The Legendary Pink Dots chronology
| Any Day Now (1987) | The Golden Age (1988) | Four Days (1990) |

= The Golden Age (The Legendary Pink Dots album) =

The Golden Age is a 1988 album by The Legendary Pink Dots.

Professional ratings
Review scores
| Source | Rating |
| Allmusic | Star |

==Background==
Following a long tour for the previous album, Any Day Now, three of the six members of Legendary Pink Dots departed. Displaced from their Amsterdam squat, the remaining members lived and recorded in a barn and caravan under strained conditions, shaping the album’s somber tone. The Golden Age reflects this turbulent period, marked by instability, departures, and financial hardship. It also introduced guitarist Bob Pistoor in a temporary role and became Patrick Q. Wright’s final full album with the band, after which the group briefly shrank to a duo before adding Niels Van Hoorn.

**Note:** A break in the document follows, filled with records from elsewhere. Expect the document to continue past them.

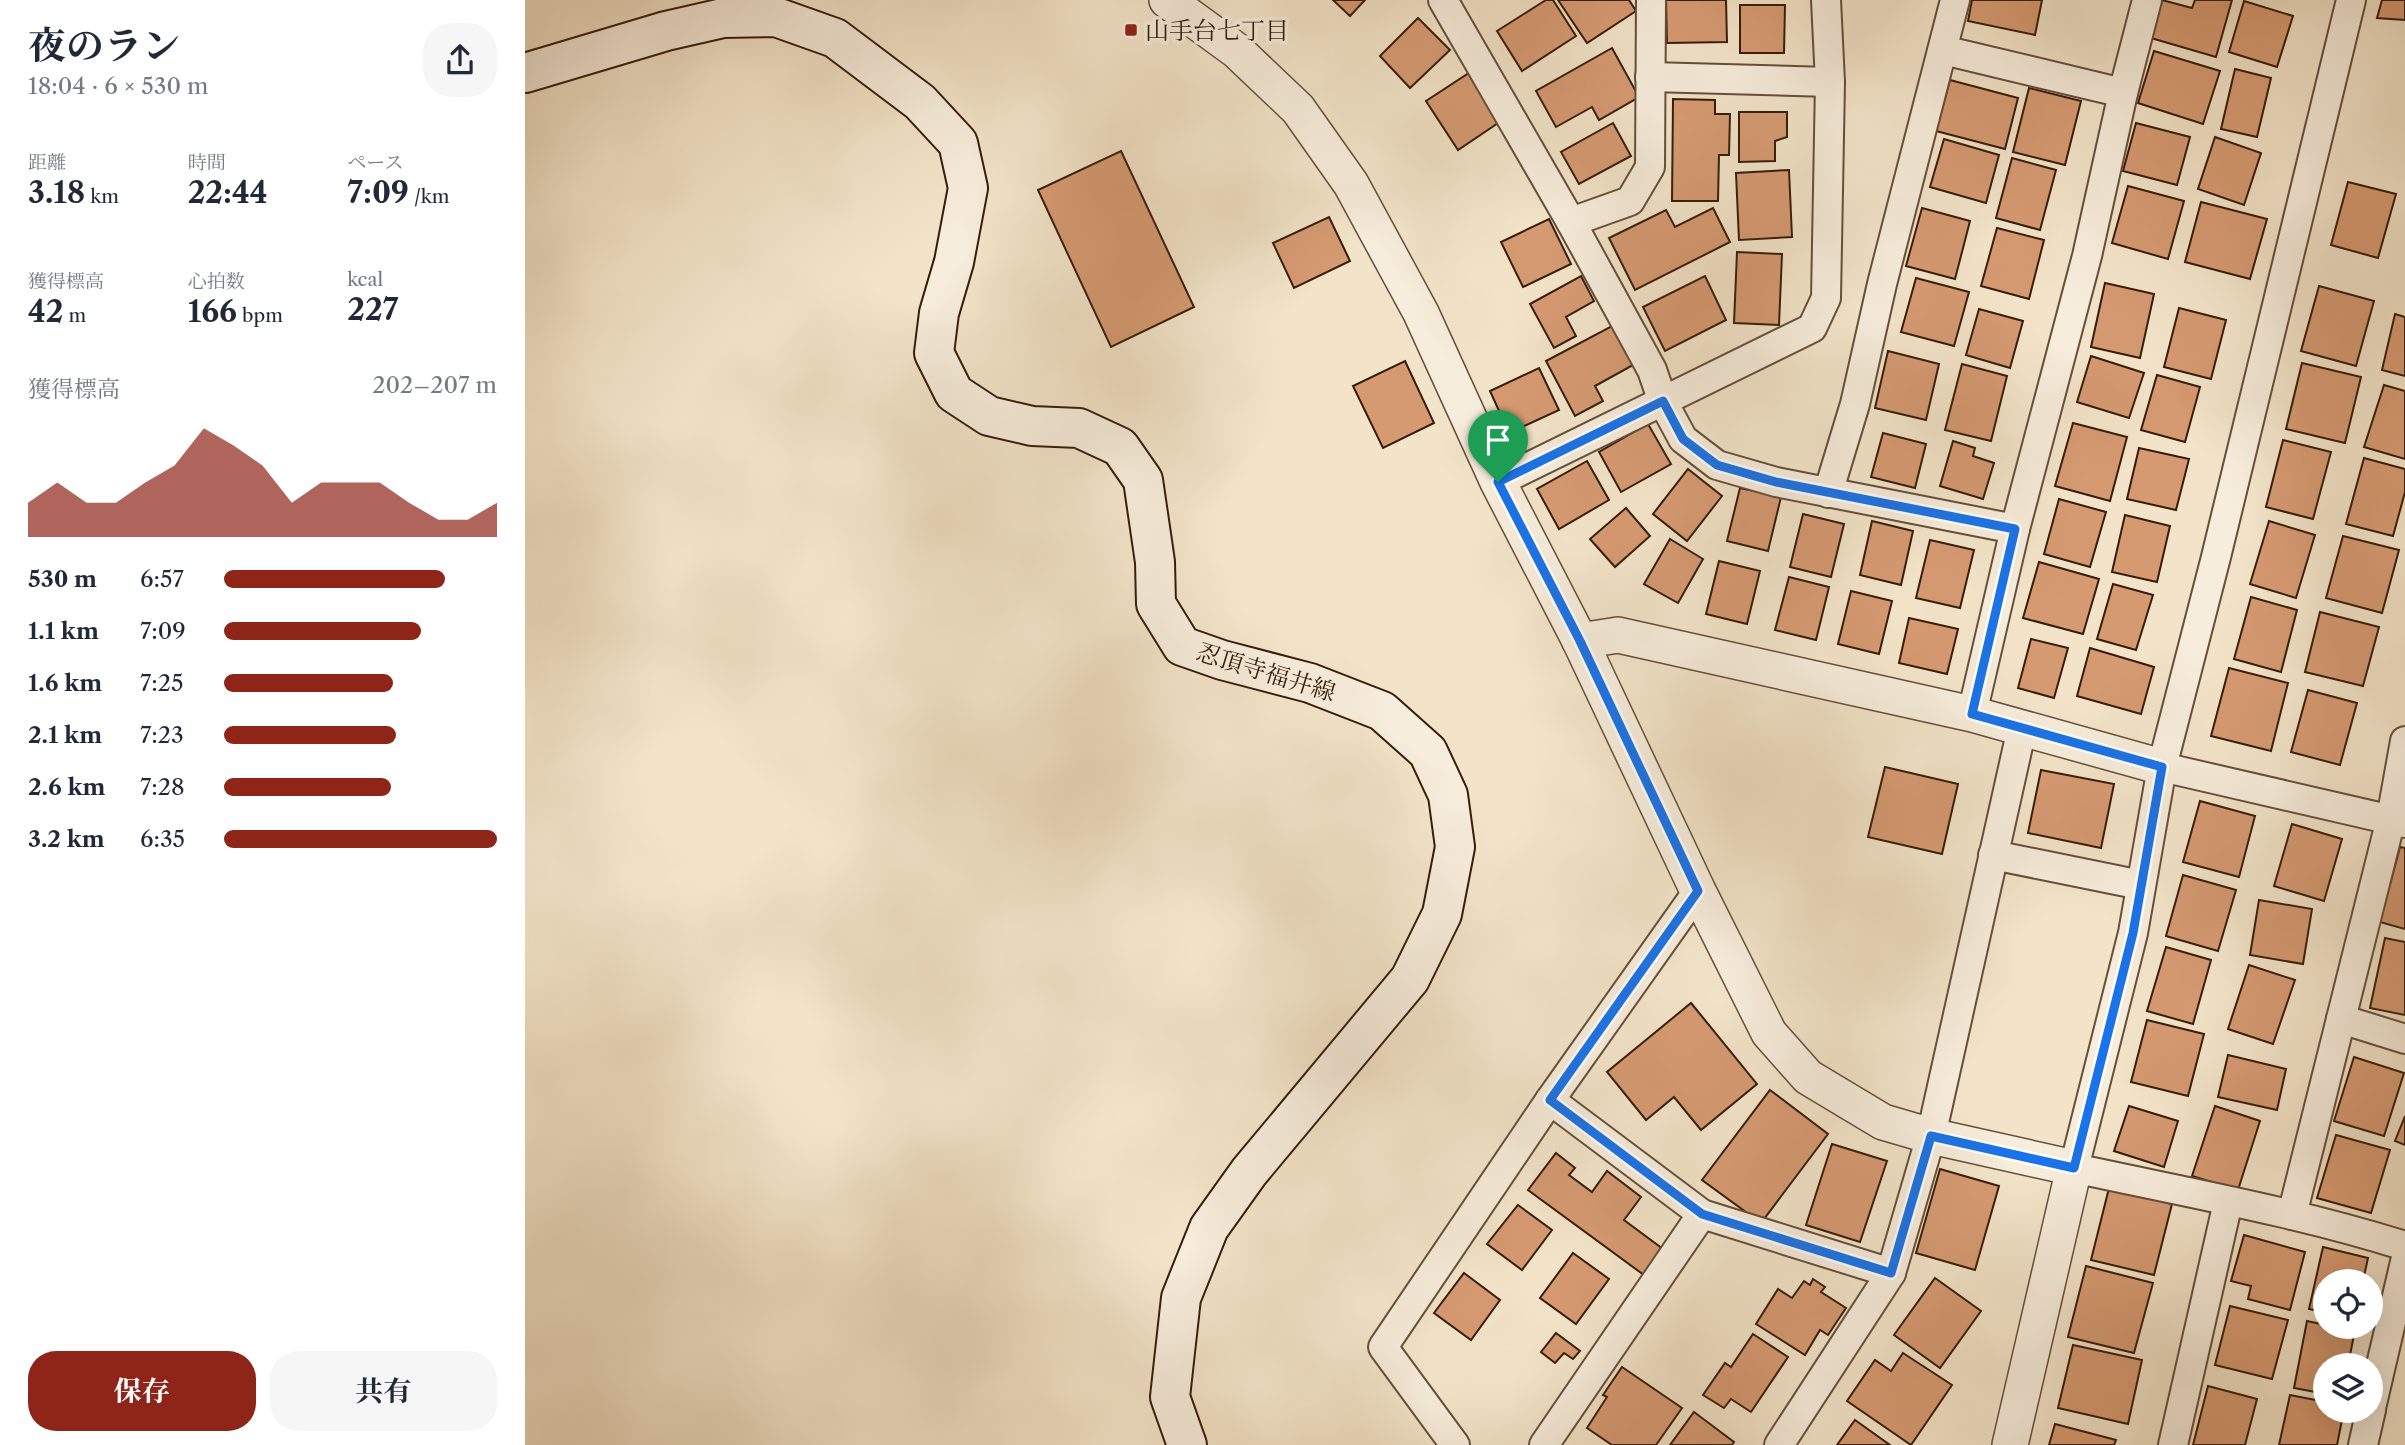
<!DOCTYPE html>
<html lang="ja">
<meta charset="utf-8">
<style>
:root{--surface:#fff;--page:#f6f6f7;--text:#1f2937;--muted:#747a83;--accent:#8f2418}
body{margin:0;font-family:"Libre Caslon Text","Noto Serif JP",serif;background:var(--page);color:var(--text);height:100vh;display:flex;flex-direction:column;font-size:26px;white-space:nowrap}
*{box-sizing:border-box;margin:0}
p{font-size:23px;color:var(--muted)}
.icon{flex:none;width:38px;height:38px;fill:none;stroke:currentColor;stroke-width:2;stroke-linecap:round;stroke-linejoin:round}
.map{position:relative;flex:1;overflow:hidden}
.panel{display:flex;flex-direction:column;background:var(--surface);width:525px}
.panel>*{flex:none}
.controls{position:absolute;left:1788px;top:1269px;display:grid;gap:14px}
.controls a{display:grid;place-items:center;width:70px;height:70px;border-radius:50%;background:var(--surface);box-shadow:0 7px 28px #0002;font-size:35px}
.pin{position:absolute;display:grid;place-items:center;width:60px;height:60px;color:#fff;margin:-72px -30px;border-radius:50% 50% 50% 0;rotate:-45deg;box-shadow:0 0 7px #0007}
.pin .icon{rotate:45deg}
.round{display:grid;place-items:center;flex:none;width:74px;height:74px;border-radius:28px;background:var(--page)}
.summary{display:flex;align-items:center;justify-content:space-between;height:119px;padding:0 28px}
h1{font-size:38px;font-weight:700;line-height:52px}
.figures{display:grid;grid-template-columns:repeat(3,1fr);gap:10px;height:119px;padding:7px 28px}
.figures div{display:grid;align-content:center}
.figures b{font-size:30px;font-weight:700}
.figures small{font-size:19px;font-weight:400}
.figures p{font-size:19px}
.chart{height:196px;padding:14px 28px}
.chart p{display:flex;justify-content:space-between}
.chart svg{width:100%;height:126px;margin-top:7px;fill:var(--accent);opacity:.7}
.action{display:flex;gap:14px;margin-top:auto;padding:14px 28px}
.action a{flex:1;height:80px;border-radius:28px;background:var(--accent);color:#fff;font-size:28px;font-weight:700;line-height:80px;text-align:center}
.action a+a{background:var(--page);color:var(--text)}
ul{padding:0 28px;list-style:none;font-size:23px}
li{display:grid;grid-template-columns:112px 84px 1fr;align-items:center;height:52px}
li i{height:18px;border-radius:9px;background:var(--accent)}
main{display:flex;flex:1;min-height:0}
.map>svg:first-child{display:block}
.building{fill:#d69a72;stroke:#361d0a;stroke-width:2}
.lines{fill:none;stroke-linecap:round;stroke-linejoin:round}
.minor-casing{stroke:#654f3a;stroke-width:32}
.tertiary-casing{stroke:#654f3a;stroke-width:38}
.secondary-casing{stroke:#361d0a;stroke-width:42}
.minor{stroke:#f7eddc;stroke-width:28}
.tertiary{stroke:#f7eddc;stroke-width:35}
.secondary{stroke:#f7eddc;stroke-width:38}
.route-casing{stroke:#fff;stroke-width:14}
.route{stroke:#1a73e8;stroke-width:9}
.poi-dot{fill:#8f2418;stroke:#f7eddc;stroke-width:2.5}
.labels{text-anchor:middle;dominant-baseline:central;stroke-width:7;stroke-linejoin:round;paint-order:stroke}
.poi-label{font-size:24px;fill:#361d0a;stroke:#f7eddc;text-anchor:start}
.street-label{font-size:24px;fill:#361d0a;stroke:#f7eddc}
</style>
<main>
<section class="panel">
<div class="summary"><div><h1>夜のラン</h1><p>18:04 · 6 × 530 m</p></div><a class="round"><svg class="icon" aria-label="share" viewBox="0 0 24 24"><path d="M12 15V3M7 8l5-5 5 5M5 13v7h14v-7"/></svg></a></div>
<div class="figures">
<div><p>距離</p><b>3.18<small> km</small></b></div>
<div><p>時間</p><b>22:44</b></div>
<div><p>ペース</p><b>7:09<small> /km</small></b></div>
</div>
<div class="figures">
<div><p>獲得標高</p><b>42<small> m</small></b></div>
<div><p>心拍数</p><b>166<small> bpm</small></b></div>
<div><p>kcal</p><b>227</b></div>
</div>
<div class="chart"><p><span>獲得標高</span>202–207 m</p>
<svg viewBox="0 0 160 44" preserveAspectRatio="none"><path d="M0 44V32L10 25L20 32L30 32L40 25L50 19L60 6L70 12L80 19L90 32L100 25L110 25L120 25L130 32L140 38L150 38L160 32V44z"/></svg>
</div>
<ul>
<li><b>530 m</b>6:57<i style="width:81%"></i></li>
<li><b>1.1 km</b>7:09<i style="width:72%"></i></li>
<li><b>1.6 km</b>7:25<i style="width:62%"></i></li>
<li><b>2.1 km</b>7:23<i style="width:63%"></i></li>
<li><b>2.6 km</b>7:28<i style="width:61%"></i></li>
<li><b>3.2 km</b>6:35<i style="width:100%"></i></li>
</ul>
<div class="action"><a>保存</a><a>共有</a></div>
</section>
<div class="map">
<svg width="1880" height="1445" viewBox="0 0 1880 1445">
<rect width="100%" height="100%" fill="#f3e4c9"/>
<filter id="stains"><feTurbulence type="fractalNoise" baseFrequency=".00286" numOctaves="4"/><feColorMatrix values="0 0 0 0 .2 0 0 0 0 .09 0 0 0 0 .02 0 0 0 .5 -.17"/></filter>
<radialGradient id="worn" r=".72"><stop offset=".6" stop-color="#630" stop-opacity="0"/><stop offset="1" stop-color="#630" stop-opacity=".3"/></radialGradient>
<g class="building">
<polygon points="808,0 840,0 825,16"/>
<polygon points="1021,0 1028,0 1051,36 997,71 972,31"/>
<polygon points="1033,0 1104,0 1111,11 1062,43"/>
<polygon points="1141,0 1201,0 1202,42 1142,43"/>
<polygon points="1447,0 1517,0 1510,35 1443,21"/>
<polygon points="1637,0 1667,8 1670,0 1707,0 1691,57 1626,38"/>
<polygon points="1857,0 1880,0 1880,20 1852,18"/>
<polygon points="1719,1 1768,16 1752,67 1704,52"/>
<polygon points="1215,5 1260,5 1259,53 1215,53"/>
<polygon points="893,18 925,50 885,88 855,56"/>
<polygon points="1087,48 1114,97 1074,120 1067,107 1031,127 1011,91"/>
<polygon points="1629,51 1695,71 1678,124 1613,103"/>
<polygon points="1710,69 1746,78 1732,137 1696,129"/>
<polygon points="947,71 979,119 933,150 901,101"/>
<polygon points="1425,80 1493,98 1480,149 1411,131"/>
<polygon points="1504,88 1556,101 1540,165 1488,152"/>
<polygon points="1148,99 1190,100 1190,114 1205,114 1204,155 1194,155 1193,201 1147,201"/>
<polygon points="1214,112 1262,112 1262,137 1250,141 1250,161 1214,162"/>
<polygon points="1088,123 1106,156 1054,184 1036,152"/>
<polygon points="1611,123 1665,137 1652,185 1598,171"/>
<polygon points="1690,137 1736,153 1719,205 1673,189"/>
<polygon points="1419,139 1474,155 1461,203 1405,187"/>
<polygon points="596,151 669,307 586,347 513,190"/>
<polygon points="1487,158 1531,170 1515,230 1471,218"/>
<polygon points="1264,170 1267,237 1214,240 1211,173"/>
<polygon points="1823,182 1871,194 1853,258 1806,245"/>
<polygon points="1603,186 1659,201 1643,259 1587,243"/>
<polygon points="1676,202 1742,219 1725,279 1660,262"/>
<polygon points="1188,208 1205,242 1110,290 1084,238 1141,210 1150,227"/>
<polygon points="1397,208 1445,221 1430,279 1381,266"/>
<polygon points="804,217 825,261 769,288 748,243"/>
<polygon points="1024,219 1046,264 998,287 976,242"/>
<polygon points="1472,228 1519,240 1504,299 1456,286"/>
<polygon points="1212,252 1257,254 1254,325 1209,323"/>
<polygon points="1056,276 1069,301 1041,317 1051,336 1029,348 1005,304"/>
<polygon points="1180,276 1201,320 1140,351 1118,307"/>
<polygon points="1391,278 1444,292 1429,346 1376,332"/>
<polygon points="1580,283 1629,294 1615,358 1566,347"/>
<polygon points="1794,286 1849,301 1831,366 1776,351"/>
<polygon points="1654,308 1701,320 1686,379 1639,367"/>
<polygon points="1454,309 1498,321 1485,368 1441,355"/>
<polygon points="1870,314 1880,317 1880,376 1857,370"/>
<polygon points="1087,326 1108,365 1070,386 1078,401 1050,416 1021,361"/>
<polygon points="1363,351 1414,364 1401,420 1350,408"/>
<polygon points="1566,356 1619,373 1604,418 1552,402"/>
<polygon points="880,361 909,423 858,448 828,386"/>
<polygon points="1777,363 1836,377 1820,443 1761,429"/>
<polygon points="1437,364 1482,376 1466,441 1420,430"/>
<polygon points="1014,368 1034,410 984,433 965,391"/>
<polygon points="1632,375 1675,387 1660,442 1616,430"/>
<polygon points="1859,385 1880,391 1880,459 1839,447"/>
<polygon points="1548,423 1602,437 1585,501 1530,486"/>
<polygon points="1123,424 1146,464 1096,492 1074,452"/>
<polygon points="1358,433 1401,444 1390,488 1346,477"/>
<polygon points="1758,440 1806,452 1788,519 1741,507"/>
<polygon points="1428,441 1450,448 1448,456 1469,463 1458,499 1415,486"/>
<polygon points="1614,448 1664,459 1651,510 1602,499"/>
<polygon points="1839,458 1880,469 1880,492 1868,536 1821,524"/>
<polygon points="1062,461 1084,500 1034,529 1012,489"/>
<polygon points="1163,469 1197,496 1162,541 1128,514"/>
<polygon points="1215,488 1256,497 1243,551 1202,541"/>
<polygon points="1534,499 1581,512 1565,567 1519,554"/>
<polygon points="1101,508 1125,536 1090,567 1065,539"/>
<polygon points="1278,514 1319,524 1306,577 1265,567"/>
<polygon points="1600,515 1645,526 1632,582 1587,572"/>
<polygon points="1347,521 1388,531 1376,585 1335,575"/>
<polygon points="1744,521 1790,535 1771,598 1725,584"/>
<polygon points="1818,536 1874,550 1857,613 1801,598"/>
<polygon points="1145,539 1178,559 1153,603 1119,584"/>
<polygon points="1405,540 1449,550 1435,608 1391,598"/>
<polygon points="1194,561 1235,571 1222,624 1181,614"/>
<polygon points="1514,562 1574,579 1558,634 1498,618"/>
<polygon points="1264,577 1304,587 1291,640 1250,630"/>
<polygon points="1588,584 1628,595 1611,650 1572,639"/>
<polygon points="1326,591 1367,601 1354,654 1313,644"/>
<polygon points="1726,597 1772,610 1756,672 1709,659"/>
<polygon points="1795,612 1854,627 1838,686 1780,672"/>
<polygon points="1384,618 1433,629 1422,674 1374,663"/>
<polygon points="1506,639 1543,648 1529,698 1493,688"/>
<polygon points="1565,648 1629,667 1616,714 1552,696"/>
<polygon points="1704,668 1763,683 1746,751 1686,736"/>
<polygon points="1783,690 1832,703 1815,765 1766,752"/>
<polygon points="1360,767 1433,784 1417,854 1343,837"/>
<polygon points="1516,770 1589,784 1576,848 1503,833"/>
<polygon points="1675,801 1730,816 1714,877 1658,862"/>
<polygon points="1767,824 1817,839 1799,901 1749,886"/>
<polygon points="1875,847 1880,848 1880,929 1855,922"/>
<polygon points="1658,875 1711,890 1693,951 1641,936"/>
<polygon points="1734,900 1787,909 1778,964 1725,955"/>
<polygon points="1860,938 1880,942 1880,1015 1845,1008"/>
<polygon points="1641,947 1686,960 1668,1024 1622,1011"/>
<polygon points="1724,965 1770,980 1748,1044 1703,1029"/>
<polygon points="1166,1003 1232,1084 1176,1130 1149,1097 1121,1120 1082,1072"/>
<polygon points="1622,1020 1679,1034 1663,1096 1606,1082"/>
<polygon points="1703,1055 1761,1069 1752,1110 1693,1097"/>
<polygon points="1829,1057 1879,1073 1859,1136 1809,1121"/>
<polygon points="1245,1090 1303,1134 1236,1223 1177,1180"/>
<polygon points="1604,1106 1653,1121 1639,1167 1589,1151"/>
<polygon points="1690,1106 1735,1121 1713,1190 1667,1176"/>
<polygon points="1880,1116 1880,1145 1870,1141"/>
<polygon points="1811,1135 1865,1150 1846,1213 1792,1198"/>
<polygon points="1307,1144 1362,1161 1335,1242 1281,1225"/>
<polygon points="1031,1153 1050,1168 1044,1175 1067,1192 1082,1171 1116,1197 1099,1220 1142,1252 1123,1278 1003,1190"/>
<polygon points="1415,1169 1474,1186 1450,1270 1391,1253"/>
<polygon points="1584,1188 1647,1204 1629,1275 1566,1260"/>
<polygon points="993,1205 1027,1230 997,1270 962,1244"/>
<polygon points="1719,1235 1780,1252 1765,1310 1723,1299 1726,1286 1706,1281"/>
<polygon points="1798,1247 1843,1258 1838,1281 1801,1281 1801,1313 1784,1309"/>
<polygon points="1048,1253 1084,1279 1051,1324 1015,1298"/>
<polygon points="1561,1266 1628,1283 1609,1353 1543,1337"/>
<polygon points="939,1273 975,1300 946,1340 909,1313"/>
<polygon points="1410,1278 1456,1311 1415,1368 1369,1335"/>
<polygon points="1288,1279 1300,1287 1296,1292 1321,1308 1303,1335 1295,1330 1280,1355 1231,1324 1253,1289 1267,1298 1279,1281 1285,1285"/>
<polygon points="1705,1306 1763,1320 1747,1379 1690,1365"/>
<polygon points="1782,1321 1801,1325 1801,1326 1830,1330 1823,1365 1801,1365 1801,1394 1769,1388"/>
<polygon points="1031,1333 1055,1351 1048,1359 1039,1353 1030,1363 1016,1352"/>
<polygon points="1228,1334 1263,1357 1226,1412 1206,1399 1199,1408 1178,1395 1200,1363 1206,1367"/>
<polygon points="1548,1345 1617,1360 1603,1424 1533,1408"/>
<polygon points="1378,1353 1427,1385 1386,1445 1322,1401 1350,1360 1366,1371"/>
<polygon points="1097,1367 1157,1408 1131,1445 1087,1445 1062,1428 1082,1397 1078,1395"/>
<polygon points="1683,1386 1732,1399 1720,1445 1668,1445"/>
<polygon points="1765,1395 1801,1402 1801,1410 1819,1410 1812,1445 1754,1445"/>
<polygon points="1169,1412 1209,1442 1207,1445 1145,1445"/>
<polygon points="1330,1420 1365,1445 1312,1445"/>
<polygon points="1530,1424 1591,1440 1589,1445 1524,1445"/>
</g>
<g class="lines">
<defs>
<g id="minor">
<polyline points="918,0 1046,222 1127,370 1138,402 1158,439 1192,465 1251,482 1490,529"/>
<path d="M1826,0L1691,557L1637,767L1608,933L1549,1168C1659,1192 1773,1212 1880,1246"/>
<polyline points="1418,50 1598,93"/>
<polyline points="1125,77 1305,82"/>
<polyline points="1046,222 1105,201 1125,167 1126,0"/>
<polyline points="973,482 1287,328 1301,298 1305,82 1301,0"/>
<polyline points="1303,493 1330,404 1357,284 1430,0"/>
<polyline points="1447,714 1490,529 1562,256 1598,93 1622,0"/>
<polyline points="1637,767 1880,823"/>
<polyline points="1468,855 1616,885"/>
<polyline points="1816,1019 1880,1039"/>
<polyline points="1025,1100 1177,1214"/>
<polyline points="1767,1215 1866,819 1880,741"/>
<polyline points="1846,1408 1880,1262"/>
<polyline points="930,1445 858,1347 1025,1100 1173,891"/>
<polyline points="1019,1445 1177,1214 1366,1273"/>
<polyline points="1254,1445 1366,1273 1406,1136 1497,728"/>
<polyline points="1648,1445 1703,1202"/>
<polyline points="1838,1445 1846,1410"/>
</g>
<g id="tertiary">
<polyline points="642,0 712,51 773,109 826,184 896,313 973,482 1055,641 1173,891 1244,1033 1283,1077 1358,1122 1406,1136 1549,1168 1485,1445"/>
<polyline points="1055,641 1093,635 1447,714 1637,767"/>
</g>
<polyline id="secondary" points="0,73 141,31 198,18 251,17 310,38 395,102 433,143 443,188 429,262 414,313 409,353 429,393 464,416 507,426 554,428 595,447 618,480 630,562 631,604 657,646 697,660 785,683 857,711 903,752 923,795 930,847 917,914 885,979 724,1172 684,1228 656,1298 645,1397 662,1445"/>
</defs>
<use href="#minor" class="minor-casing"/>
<use href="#tertiary" class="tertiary-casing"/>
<use href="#secondary" class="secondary-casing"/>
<use href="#minor" class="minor"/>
<use href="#tertiary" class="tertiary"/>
<use href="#secondary" class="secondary"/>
</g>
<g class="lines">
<defs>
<polygon id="route" points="1138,401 1158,439 1192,465 1251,482 1490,529 1447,714 1637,767 1608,933 1549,1168 1406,1136 1366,1273 1177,1214 1025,1100 1173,891 1055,641 973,482"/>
</defs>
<use href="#route" class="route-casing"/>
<use href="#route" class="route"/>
</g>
<rect class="poi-dot" x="599" y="23" width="14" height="14" rx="3.5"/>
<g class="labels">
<g class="poi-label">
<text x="620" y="30">山手台七丁目</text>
</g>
<g class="street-label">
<text transform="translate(741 672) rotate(17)">忍頂寺福井線</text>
</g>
</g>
<rect width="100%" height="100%" filter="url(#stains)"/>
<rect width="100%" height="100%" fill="url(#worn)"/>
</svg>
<div class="controls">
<a><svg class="icon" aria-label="locate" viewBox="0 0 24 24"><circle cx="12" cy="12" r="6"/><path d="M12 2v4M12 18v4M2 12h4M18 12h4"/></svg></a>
<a><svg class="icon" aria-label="layers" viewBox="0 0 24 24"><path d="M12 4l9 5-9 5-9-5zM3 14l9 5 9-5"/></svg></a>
</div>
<div class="pin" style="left:973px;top:482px;background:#1e9e55"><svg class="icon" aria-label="arrive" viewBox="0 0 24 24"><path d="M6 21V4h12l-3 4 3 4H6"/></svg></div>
</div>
</main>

The band describe the album as "a striking collection of avant-garde, experimentally driven melancholy".

==Track listing==

(*) Not included on original LP editions – taken from the Blacklist 12".

| No. | Title | Length |
|---|---|---|
| 1. | "Maniac" | 4:07 |
| 2. | "The Talent Contest" | 4:02 |
| 3. | "The More It Changes" | 3:30 |
| 4. | "Hotel Noir" | 6:45 |
| 5. | "Stille Nacht" | 3:36 |
| 6. | "The Month After" | 4:56 |
| 7. | "Lisa's Separation" | 5:42 |
| 8. | "The Golden Age?" | 2:00 |
| 9. | "Black Castles" | 5:24 |
| 10. | "And Even the Vegetables Screamed" | 1:35 |
| 11. | "Regression" | 1:51 |
| 12. | "Blacklist" (*) | 6:44 |
| 13. | "Methods" (*) | 4:13 |
| 14. | "Our Lady in Cervetori" (*) | 4:40 |
| Total length: |  | 59:05 |

==Personnel==
Adapted from the album's liner notes.

- Edward Ka-Spel – vocals, keyboards
- The Silverman (Phil Knight) – keyboards, samples, loops
- Patrick Q Wright – violins, viola, keyboards, drum programming, percussion
- Hanz Myre – saxophones, flute, electronix

==Additional personnel==
- Bob Pistoor – guitar
- Hanz Myre – engineer

==Notes==
- The SPV edition contains different artwork than that of the other editions.